Nobody would just go up and pet or talk to a wheelchair or oxygen tank, so do not do the same to a service dog.

Just think what might happen if it were a seizure alert dog that you just distracted, it could have missed an alert and the owner could have seized without warning and injured themself. By petting a blind person’s guide dog, it is essentially like taking away someone’s glasses. It temporarily stops the dog from being the handler’s eyes. When someone distracts a hearing alert dog, like Sophie, it is like taking away Kaitlynn’s ears.

In addition, people seem to have no sense of shame or tact when it comes to service dogs. Too many times my girlfriend and I have caught people staring and talking about the fact that we have a dog with us. The ask us things like, “So is she for epilepsy, autism, or diabetes?” and “You don’t look disabled, why do you need her?”

Asking a complete stranger about their disability is disrespectful and tasteless to say the least. I know that people are stupid and not everyone thinks that way but still, it is very frustrating.
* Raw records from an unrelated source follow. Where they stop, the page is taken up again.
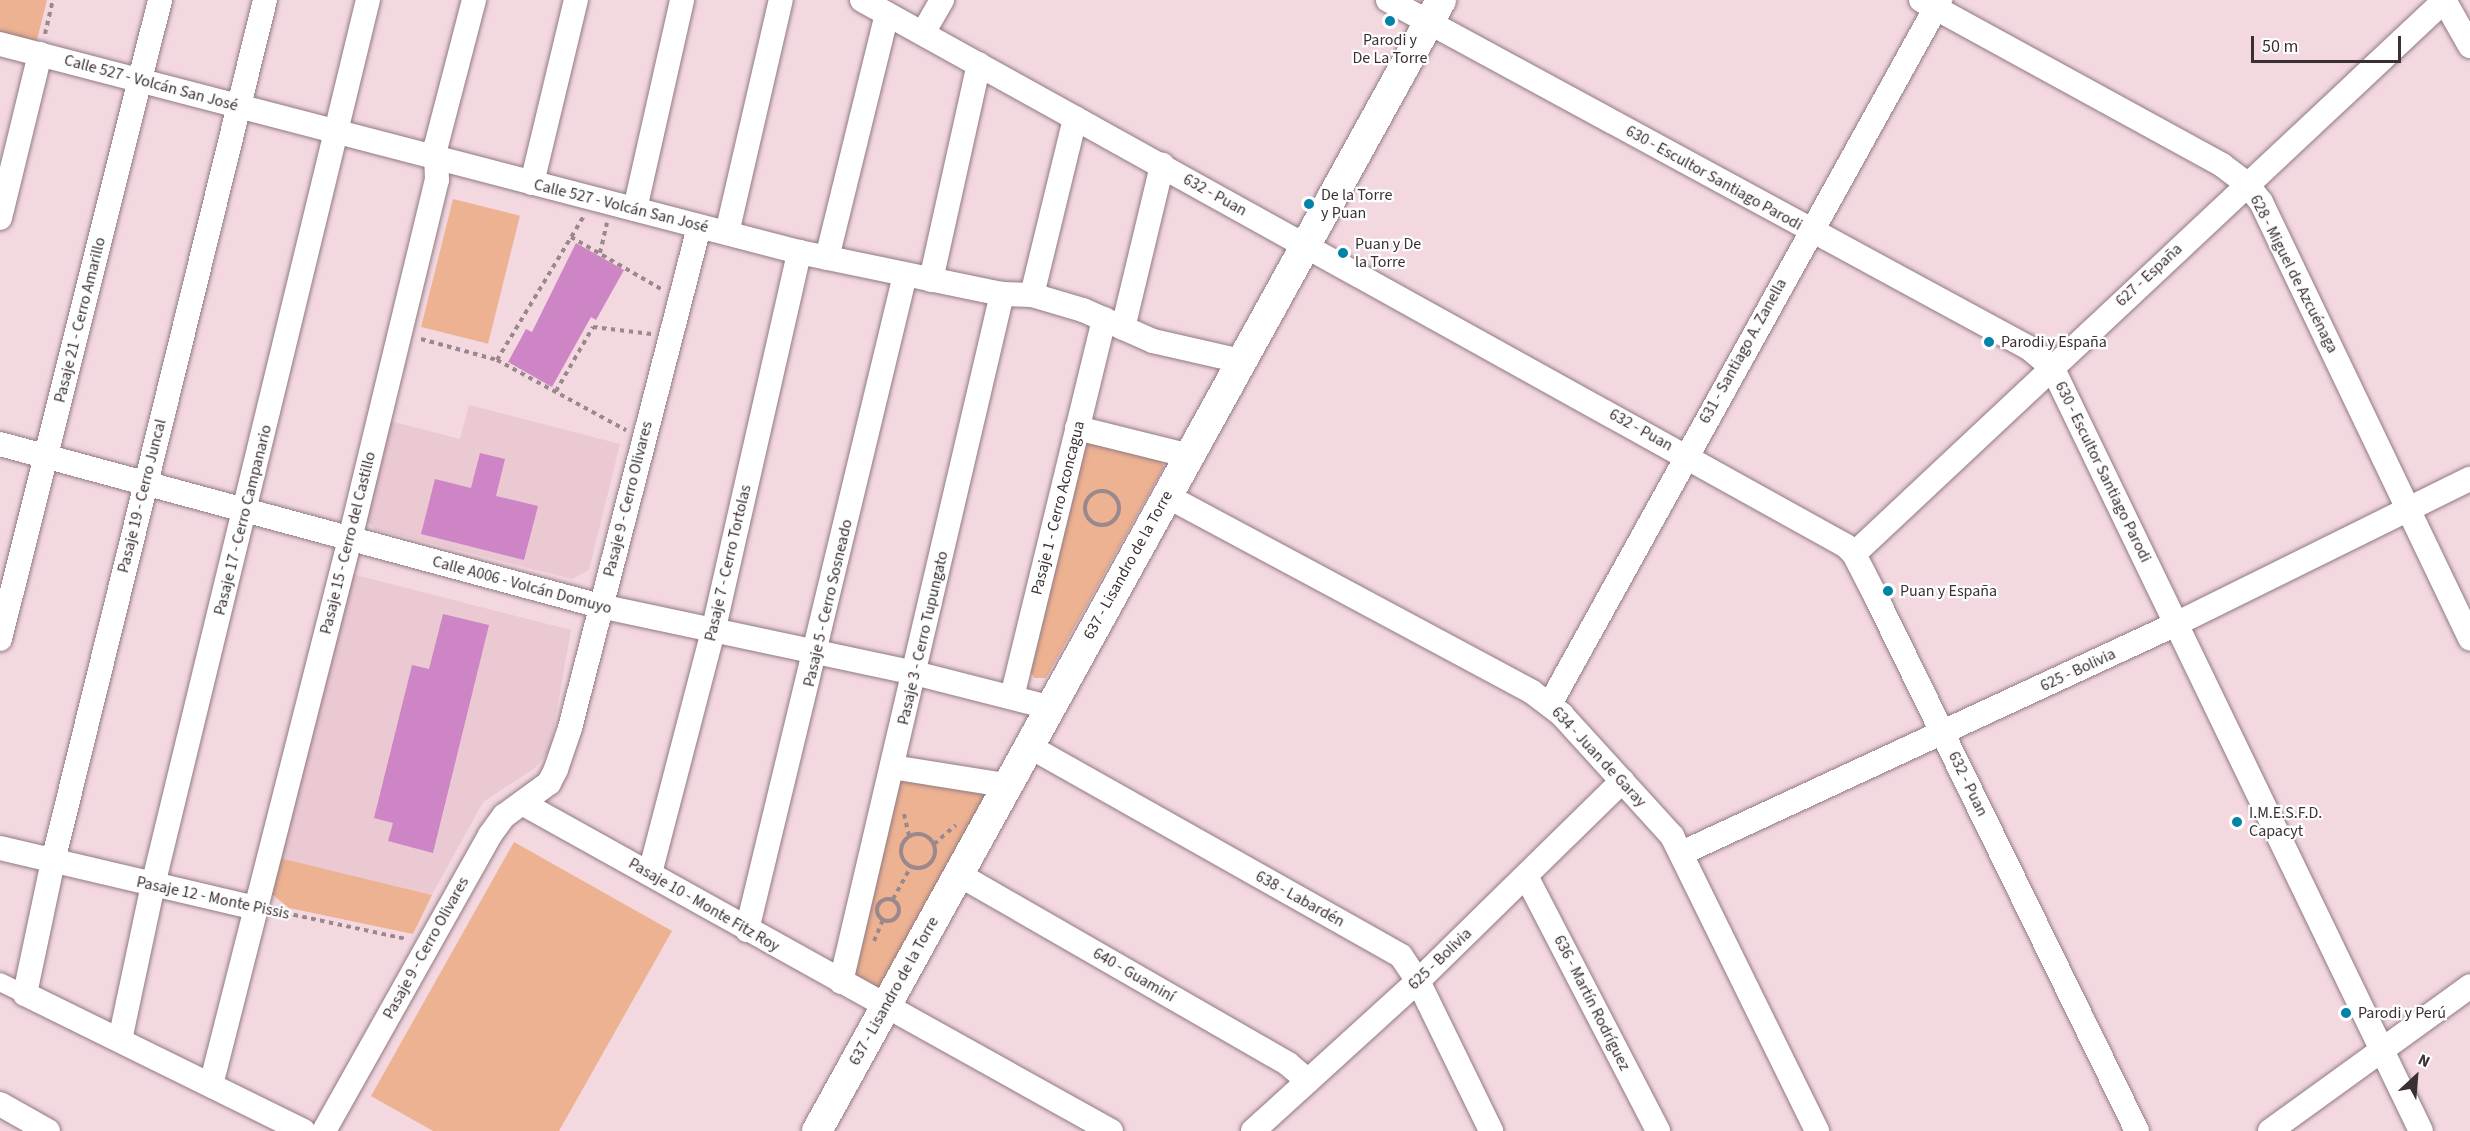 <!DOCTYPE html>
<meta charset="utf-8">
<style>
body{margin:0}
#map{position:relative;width:2470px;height:1131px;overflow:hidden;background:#f3d8e0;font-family:"Source Sans 3",sans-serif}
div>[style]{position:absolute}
.built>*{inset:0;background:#ebc9d3}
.green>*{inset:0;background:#edb292;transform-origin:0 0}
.building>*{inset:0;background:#cd85c5}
.path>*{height:4px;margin-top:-2px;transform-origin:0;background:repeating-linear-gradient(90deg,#9a888d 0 4.5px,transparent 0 9px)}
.path>.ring{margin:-2px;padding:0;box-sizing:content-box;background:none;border:4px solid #9a888d;border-radius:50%}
.roads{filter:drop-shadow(0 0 2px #927a82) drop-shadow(0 0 2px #927a82)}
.pedestrian>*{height:18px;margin:-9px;padding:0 9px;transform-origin:9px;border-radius:9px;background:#fff}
.minor>*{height:24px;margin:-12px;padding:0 12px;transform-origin:12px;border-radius:12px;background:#fff}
.tertiary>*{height:30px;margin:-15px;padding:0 15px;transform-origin:15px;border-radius:15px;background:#fff}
.dots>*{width:16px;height:16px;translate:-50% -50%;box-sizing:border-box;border:3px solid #fff;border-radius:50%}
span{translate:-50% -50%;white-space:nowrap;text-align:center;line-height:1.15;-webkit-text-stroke:4.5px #fff;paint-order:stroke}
.poi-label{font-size:16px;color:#3a3033}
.left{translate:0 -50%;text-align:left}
.street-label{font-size:16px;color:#3a3033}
.north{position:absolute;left:2386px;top:1047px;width:60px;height:60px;-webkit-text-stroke:4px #fff;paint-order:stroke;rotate:26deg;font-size:16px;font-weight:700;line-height:24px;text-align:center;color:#3a3033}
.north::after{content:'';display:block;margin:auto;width:21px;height:27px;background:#3a3033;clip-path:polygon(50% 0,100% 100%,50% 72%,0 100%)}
.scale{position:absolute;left:2251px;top:36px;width:150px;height:27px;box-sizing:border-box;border:3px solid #3a3033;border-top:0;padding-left:8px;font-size:18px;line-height:21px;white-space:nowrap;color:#3a3033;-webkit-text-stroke:4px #fff;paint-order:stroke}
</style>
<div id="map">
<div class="built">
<div style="clip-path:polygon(469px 405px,620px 444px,589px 570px,572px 579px,374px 529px,362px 514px,386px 420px,460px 439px)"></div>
<div style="clip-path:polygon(348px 573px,571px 630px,550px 749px,535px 768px,483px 802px,432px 895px,276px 857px)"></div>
</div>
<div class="green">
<div style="clip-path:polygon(0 0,47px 0,36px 44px,0 34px)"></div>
<div style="left:453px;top:199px;width:69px;height:132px;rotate:14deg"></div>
<div style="clip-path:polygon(1081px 439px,1159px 457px,1164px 467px,1046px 678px,1035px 678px,1029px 671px)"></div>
<div style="clip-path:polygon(899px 773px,993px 788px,879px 992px,848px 974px)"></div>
<div style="clip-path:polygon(514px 842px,672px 931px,559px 1131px,433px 1131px,371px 1096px)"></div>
<div style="clip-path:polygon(276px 857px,432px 895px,413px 934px,289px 908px,268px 891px)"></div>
</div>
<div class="building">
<div style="clip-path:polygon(576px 243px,624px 270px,596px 320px,591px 317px,552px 387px,508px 362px,526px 329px,532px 332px)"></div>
<div style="clip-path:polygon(480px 453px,505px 459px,496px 496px,538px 506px,524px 560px,421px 534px,435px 479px,471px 488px)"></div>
<div style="clip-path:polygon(443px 614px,489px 625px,433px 853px,388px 841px,393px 823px,374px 818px,412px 665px,429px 669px)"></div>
</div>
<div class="path">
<div style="left:45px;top:34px;width:35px;rotate:-77deg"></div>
<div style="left:571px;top:237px;width:104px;rotate:30deg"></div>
<div style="left:600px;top:253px;width:31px;rotate:-77deg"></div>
<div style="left:421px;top:339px;width:79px;rotate:15.4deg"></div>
<div style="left:497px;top:360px;width:147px;rotate:28.5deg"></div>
<div style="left:497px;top:360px;width:168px;rotate:-58.9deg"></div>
<div style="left:556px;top:391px;width:74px;rotate:-60deg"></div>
<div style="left:593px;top:327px;width:59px;rotate:6.8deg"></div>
<div class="ring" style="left:1085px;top:491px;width:30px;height:30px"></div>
<div style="left:904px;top:814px;width:22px;rotate:77deg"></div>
<div class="ring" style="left:901px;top:834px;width:30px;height:30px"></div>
<div style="left:934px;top:844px;width:29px;rotate:-41deg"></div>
<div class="ring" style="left:877px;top:899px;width:18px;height:18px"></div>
<div style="left:893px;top:899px;width:37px;rotate:-61deg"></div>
<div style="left:276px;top:911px;width:134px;rotate:12.1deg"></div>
<div style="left:874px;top:941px;width:23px;rotate:-67deg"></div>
</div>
<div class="roads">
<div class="pedestrian">
<div style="left:0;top:982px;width:28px;rotate:26deg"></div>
</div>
<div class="minor">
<div style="left:265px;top:0;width:887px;rotate:103.83deg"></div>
<div style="left:53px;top:861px;width:136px;rotate:101.9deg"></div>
<div style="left:25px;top:994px;width:310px;rotate:26.2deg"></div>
<div style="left:862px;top:0;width:1125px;rotate:29.02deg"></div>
<div style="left:1846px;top:546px;width:11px;rotate:45deg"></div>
<div style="left:1854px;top:554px;width:51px;rotate:62.9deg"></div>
<div style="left:1877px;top:599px;width:592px;rotate:63.95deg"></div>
<div style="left:1388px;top:0;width:729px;rotate:28.5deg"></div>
<div style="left:2029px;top:348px;width:30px;rotate:40deg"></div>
<div style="left:2052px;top:367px;width:848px;rotate:64.22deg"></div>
<div style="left:1921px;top:0;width:343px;rotate:28.7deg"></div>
<div style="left:2222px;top:165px;width:30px;rotate:37deg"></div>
<div style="left:2246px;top:183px;width:24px;rotate:52deg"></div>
<div style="left:2261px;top:202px;width:484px;rotate:64.4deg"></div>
<div style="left:2444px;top:0;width:53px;rotate:60.5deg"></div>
<div style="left:923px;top:33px;width:38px;rotate:-60deg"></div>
<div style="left:0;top:44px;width:826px;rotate:14.59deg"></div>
<div style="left:799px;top:252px;width:207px;rotate:11.7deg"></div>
<div style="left:1002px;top:294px;width:30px;rotate:2deg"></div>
<div style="left:1032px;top:295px;width:53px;rotate:16.4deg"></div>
<div style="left:1083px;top:310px;width:77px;rotate:23.9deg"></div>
<div style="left:1153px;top:341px;width:90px;rotate:12.8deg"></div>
<div style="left:532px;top:183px;width:188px;rotate:-76.5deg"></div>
<div style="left:635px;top:209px;width:214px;rotate:-77.3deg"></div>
<div style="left:0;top:218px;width:169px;rotate:-76.3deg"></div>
<div style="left:727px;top:233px;width:239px;rotate:-77deg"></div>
<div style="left:827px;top:258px;width:251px;rotate:-76.2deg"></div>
<div style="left:931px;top:280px;width:221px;rotate:-77.5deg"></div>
<div style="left:1032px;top:295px;width:182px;rotate:-76.3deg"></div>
<div style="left:1123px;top:328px;width:168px;rotate:-76.5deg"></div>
<div style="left:1077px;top:428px;width:116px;rotate:13.9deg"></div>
<div style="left:0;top:444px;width:621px;rotate:15.11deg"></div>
<div style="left:600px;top:606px;width:322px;rotate:12deg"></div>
<div style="left:915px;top:673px;width:137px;rotate:14.3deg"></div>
<div style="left:1167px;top:496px;width:414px;rotate:28.2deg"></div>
<div style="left:1532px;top:692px;width:38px;rotate:37deg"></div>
<div style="left:1562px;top:715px;width:164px;rotate:47.7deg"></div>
<div style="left:1672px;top:836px;width:329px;rotate:63.8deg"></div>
<div style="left:1854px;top:554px;width:810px;rotate:-43.15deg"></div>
<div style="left:0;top:639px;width:659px;rotate:-75.94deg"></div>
<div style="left:1012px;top:697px;width:389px;rotate:-76.3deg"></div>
<div style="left:1550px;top:704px;width:805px;rotate:-61.01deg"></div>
<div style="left:1027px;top:745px;width:429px;rotate:29.4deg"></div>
<div style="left:1401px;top:956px;width:30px;rotate:56deg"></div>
<div style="left:1418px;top:981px;width:167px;rotate:64deg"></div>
<div style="left:892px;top:767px;width:114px;rotate:9.1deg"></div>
<div style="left:522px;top:803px;width:674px;rotate:29.11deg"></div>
<div style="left:0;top:848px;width:262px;rotate:13.2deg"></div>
<div style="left:1682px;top:853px;width:544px;rotate:-24.87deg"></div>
<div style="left:2176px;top:624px;width:328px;rotate:-26.3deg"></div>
<div style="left:650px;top:873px;width:249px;rotate:-75.4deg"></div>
<div style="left:713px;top:632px;width:390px;rotate:-77.2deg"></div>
<div style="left:958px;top:874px;width:381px;rotate:29.9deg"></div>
<div style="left:1288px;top:1064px;width:26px;rotate:40deg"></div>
<div style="left:1526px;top:876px;width:287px;rotate:62.6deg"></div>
<div style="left:747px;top:930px;width:674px;rotate:-76.44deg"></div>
<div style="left:841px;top:982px;width:707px;rotate:-76.83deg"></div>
<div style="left:120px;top:1040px;width:158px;rotate:-78deg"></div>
<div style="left:153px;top:885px;width:911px;rotate:-76.35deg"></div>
<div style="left:211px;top:1085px;width:563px;rotate:-75.72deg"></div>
<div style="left:350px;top:539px;width:369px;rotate:-76.4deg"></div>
<div style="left:437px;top:180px;width:34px;rotate:-92deg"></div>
<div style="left:436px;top:146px;width:151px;rotate:-75.4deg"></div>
<div style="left:0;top:1104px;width:55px;rotate:29.4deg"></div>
<div style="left:324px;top:1131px;width:339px;rotate:-60.7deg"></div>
<div style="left:490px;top:835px;width:24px;rotate:-54deg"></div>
<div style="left:504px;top:816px;width:56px;rotate:-36.3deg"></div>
<div style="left:549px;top:783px;width:16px;rotate:-63deg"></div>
<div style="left:556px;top:769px;width:43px;rotate:-71.1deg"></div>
<div style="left:570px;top:728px;width:517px;rotate:-75.56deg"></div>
<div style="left:1253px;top:1131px;width:223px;rotate:-42.3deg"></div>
<div style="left:1418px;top:981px;width:286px;rotate:-44.4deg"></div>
<div style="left:2270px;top:1131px;width:247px;rotate:-35.9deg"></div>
</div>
<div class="tertiary">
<div style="left:817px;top:1131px;width:1292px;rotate:-61.11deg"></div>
</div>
</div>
<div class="dots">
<div style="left:1390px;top:21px;background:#0083a6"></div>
<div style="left:1309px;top:204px;background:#0083a6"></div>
<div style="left:1343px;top:253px;background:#0083a6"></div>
<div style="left:1989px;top:342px;background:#0083a6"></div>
<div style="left:1888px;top:591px;background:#0083a6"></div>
<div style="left:2237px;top:822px;background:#0083a6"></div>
<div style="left:2346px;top:1013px;background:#0083a6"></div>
</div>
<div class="poi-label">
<span style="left:1390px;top:49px">Parodi y<br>De La Torre</span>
<span class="left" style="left:1321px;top:204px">De la Torre<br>y Puan</span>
<span class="left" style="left:1355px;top:253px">Puan y De<br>la Torre</span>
<span class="left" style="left:2001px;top:342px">Parodi y España</span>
<span class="left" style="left:1900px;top:591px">Puan y España</span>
<span class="left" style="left:2249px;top:822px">I.M.E.S.F.D.<br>Capacyt</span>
<span class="left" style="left:2358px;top:1013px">Parodi y Perú</span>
</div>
<div class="street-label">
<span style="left:151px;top:83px;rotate:15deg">Calle 527 - Volcán San José</span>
<span style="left:1714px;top:178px;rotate:29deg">630 - Escultor Santiago Parodi</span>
<span style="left:1215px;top:195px;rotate:29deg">632 - Puan</span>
<span style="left:621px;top:206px;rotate:14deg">Calle 527 - Volcán San José</span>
<span style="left:2294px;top:274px;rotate:63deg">628 - Miguel de Azcuénaga</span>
<span style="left:2149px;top:275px;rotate:-43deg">627 - España</span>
<span style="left:80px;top:320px;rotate:-76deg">Pasaje 21 - Cerro Amarillo</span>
<span style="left:1743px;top:351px;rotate:-61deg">631 - Santiago A. Zanella</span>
<span style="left:1641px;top:430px;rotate:29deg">632 - Puan</span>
<span style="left:2103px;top:472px;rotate:64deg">630 - Escultor Santiago Parodi</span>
<span style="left:142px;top:496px;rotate:-76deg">Pasaje 19 - Cerro Juncal</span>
<span style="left:628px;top:499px;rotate:-76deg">Pasaje 9 - Cerro Olivares</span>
<span style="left:1058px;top:508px;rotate:-76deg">Pasaje 1 - Cerro Aconcagua</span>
<span style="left:243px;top:520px;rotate:-76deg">Pasaje 17 - Cerro Campanario</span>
<span style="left:348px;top:543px;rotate:-76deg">Pasaje 15 - Cerro del Castillo</span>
<span style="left:728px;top:563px;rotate:-77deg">Pasaje 7 - Cerro Tortolas</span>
<span style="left:1128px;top:565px;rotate:-61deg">637 - Lisandro de la Torre</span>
<span style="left:522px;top:585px;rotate:15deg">Calle A006 - Volcán Domuyo</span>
<span style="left:828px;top:603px;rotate:-77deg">Pasaje 5 - Cerro Sosneado</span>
<span style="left:923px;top:638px;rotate:-77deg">Pasaje 3 - Cerro Tupungato</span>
<span style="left:2078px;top:670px;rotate:-25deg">625 - Bolivia</span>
<span style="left:1599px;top:757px;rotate:47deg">634 - Juan de Garay</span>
<span style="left:1968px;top:784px;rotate:64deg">632 - Puan</span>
<span style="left:213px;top:898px;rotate:12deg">Pasaje 12 - Monte Pissis</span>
<span style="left:1300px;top:899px;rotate:29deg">638 - Labardén</span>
<span style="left:704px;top:905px;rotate:30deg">Pasaje 10 - Monte Fitz Roy</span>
<span style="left:426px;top:948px;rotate:-61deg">Pasaje 9 - Cerro Olivares</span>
<span style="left:1440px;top:959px;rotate:-44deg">625 - Bolivia</span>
<span style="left:1134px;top:975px;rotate:30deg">640 - Guaminí</span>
<span style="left:894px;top:991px;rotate:-61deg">637 - Lisandro de la Torre</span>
<span style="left:1592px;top:1003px;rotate:63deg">636 - Martín Rodríguez</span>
</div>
<div class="north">N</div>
<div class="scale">50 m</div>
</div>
Some people also do not know the purpose of the dogs. They do not get the connection that the handler is disabled in some way and the only reason that they have the dog is to help them deal with their disability. People assume the dog is either just there for fun, that any dog can be a service dog, or any well-behaved dog can be one.

If people were just more educated on the fact that the only reason for service dogs is to help disabled people, maybe some of this annoying behavior would stop.

Conner Wolf is a senior in mass communication.